Yesterday’s debate was Peng v Isabella County There are two different threads. On the one hand, the judges discussing the issues raised seemed to have little doubt that they would reject the idea that the customary practice of selling real estate at auction to recover back taxes amounted to expropriation without just compensation. On the other hand, several judges were outraged by local governments’ heavy-handed treatment of taxpayers.
On the legal matter, the taxpayer (Michael Pung) complained that when the county sold its property in foreclosure based on unpaid taxes, the foreclosure sale price was less than the fair market value of the property. In his view, this meant that the Fifth Amendment’s Takings Clause (that “private property” shall not be “taken for public use without just compensation”) required the county to reimburse him for the difference—to write him a check for the difference between the property’s fair market value (as estimated by an appraiser) and the county’s selling price at a public auction.

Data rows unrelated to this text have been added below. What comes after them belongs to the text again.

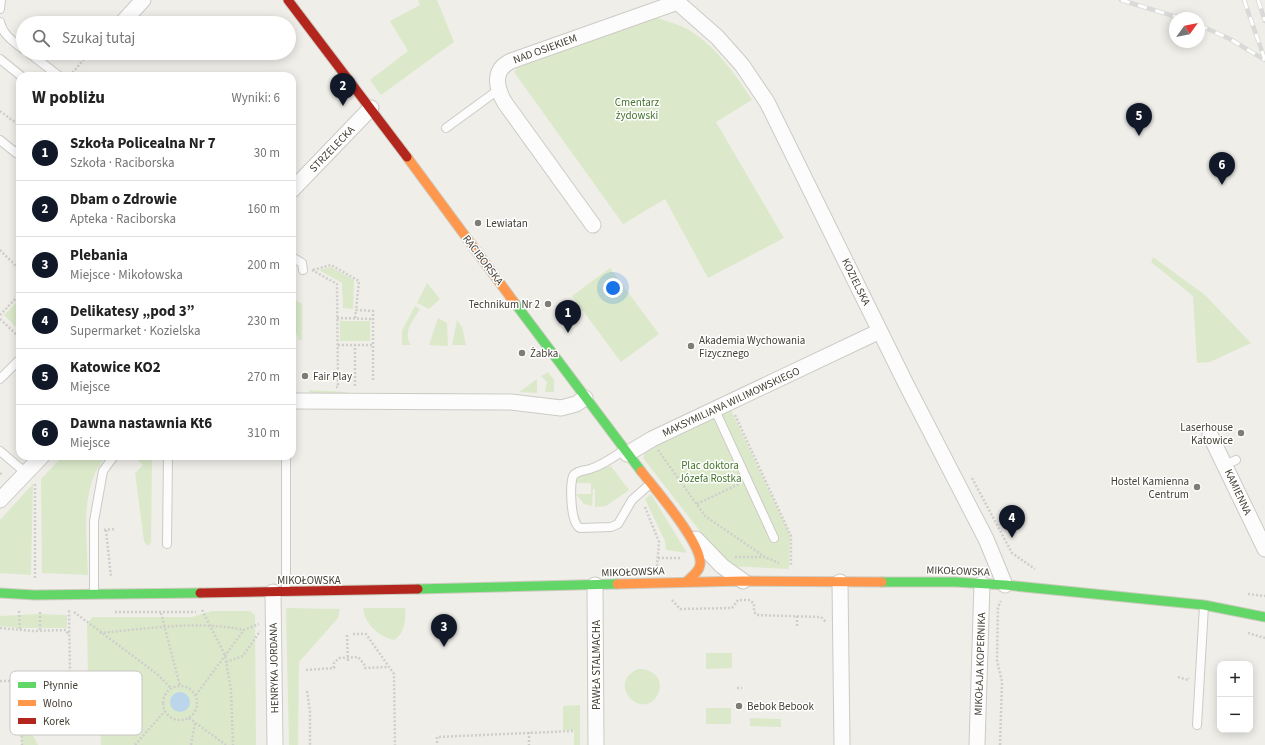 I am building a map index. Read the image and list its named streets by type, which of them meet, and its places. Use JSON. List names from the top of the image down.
{
  "streets": {
    "main road": ["RACIBORSKA", "MIKOŁOWSKA"],
    "street": [
      "NAD OSIEKIEM",
      "STRZELECKA",
      "KOZIELSKA",
      "MAKSYMILIANA WILIMOWSKIEGO",
      "KAMIENNA",
      "MIKOŁAJA KOPERNIKA",
      "PAWŁA STALMACHA",
      "HENRYKA JORDANA"
    ]
  },
  "crossings": [
    ["NAD OSIEKIEM", "KOZIELSKA"],
    ["STRZELECKA", "RACIBORSKA"],
    ["RACIBORSKA", "MAKSYMILIANA WILIMOWSKIEGO"],
    ["RACIBORSKA", "MIKOŁOWSKA"],
    ["KOZIELSKA", "MAKSYMILIANA WILIMOWSKIEGO"],
    ["KOZIELSKA", "MIKOŁOWSKA"],
    ["MIKOŁOWSKA", "MIKOŁAJA KOPERNIKA"],
    ["MIKOŁOWSKA", "PAWŁA STALMACHA"],
    ["MIKOŁOWSKA", "HENRYKA JORDANA"]
  ],
  "parks": ["Cmentarz żydowski", "Plac doktora Józefa Rostka"],
  "places": [
    "Lewiatan",
    "Technikum Nr 2",
    "Akademia Wychowania Fizycznego",
    "Żabka",
    "Fair Play",
    "Laserhouse Katowice",
    "Hostel Kamienna Centrum",
    "Bebok Bebook"
  ],
  "legend": ["Płynnie", "Wolno", "Korek"],
  "north": "top right",
  "page": {
    "search": "Szukaj tutaj",
    "heading": ["W pobliżu", "Wyniki: 6"],
    "pins": [
      "2",
      "5",
      "6",
      "1",
      "4",
      "3"
    ],
    "list": [
      {
        "mark": "1",
        "name": "Szkoła Policealna Nr 7",
        "note": "Szkoła · Raciborska",
        "value": "30 m"
      },
      {
        "mark": "2",
        "name": "Dbam o Zdrowie",
        "note": "Apteka · Raciborska",
        "value": "160 m"
      },
      {
        "mark": "3",
        "name": "Plebania",
        "note": "Miejsce · Mikołowska",
        "value": "200 m"
      },
      {
        "mark": "4",
        "name": "Delikatesy „pod 3”",
        "note": "Supermarket · Kozielska",
        "value": "230 m"
      },
      {
        "mark": "5",
        "name": "Katowice KO2",
        "note": "Miejsce",
        "value": "270 m"
      },
      {
        "mark": "6",
        "name": "Dawna nastawnia Kt6",
        "note": "Miejsce",
        "value": "310 m"
      }
    ],
    "map_buttons": ["+", "−"]
  }
}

During oral arguments, the justices found some difficulties with Peng’s position. On the one hand, Peng is challenging the constitutionality of something that has happened regularly in every jurisdiction in the United States since before the Constitution was adopted. So it wasn’t entirely unfair that Judge Clarence Thomas asked Philip Ellison (Peng’s attorney) in his first question of the morning how he “dealt with the fact that English and American legal traditions appear to permit such foreclosures”? Likewise, Justice Sonia Sotomayor challenged Ellison, “[g]I received a ruling from a court in our 250-year history where we have said that the tax measure on foreclosures is fair market value, not auction price. “
Another issue related to the first is that accepting Peng’s position might end the practice of using foreclosure sales to force taxes. As Judge Elena Kagan has repeatedly pointed out, the logic of Pung’s position is that when the government sells property of delinquent taxpayers at auction, then, under normal circumstances, the distress sale at auction does not yield fair market value and the jurisdiction will have to pay out of its own pocket and use other funds to repay the delinquent taxpayer’s “shortfall” at the time of the sale. Justices Ketanji Brown Jackson and Amy Coney Barrett seemed particularly concerned about this issue, arguing that it was unfair to suggest that other taxpayers (i.e., those who were not in arrears) should pay their taxes to compensate those who refused to pay their taxes. As Jackson commented, it seems truly unfair to “the rest of the American people” that we’re paying you because you didn’t pay your taxes and the government had to foreclose on your house.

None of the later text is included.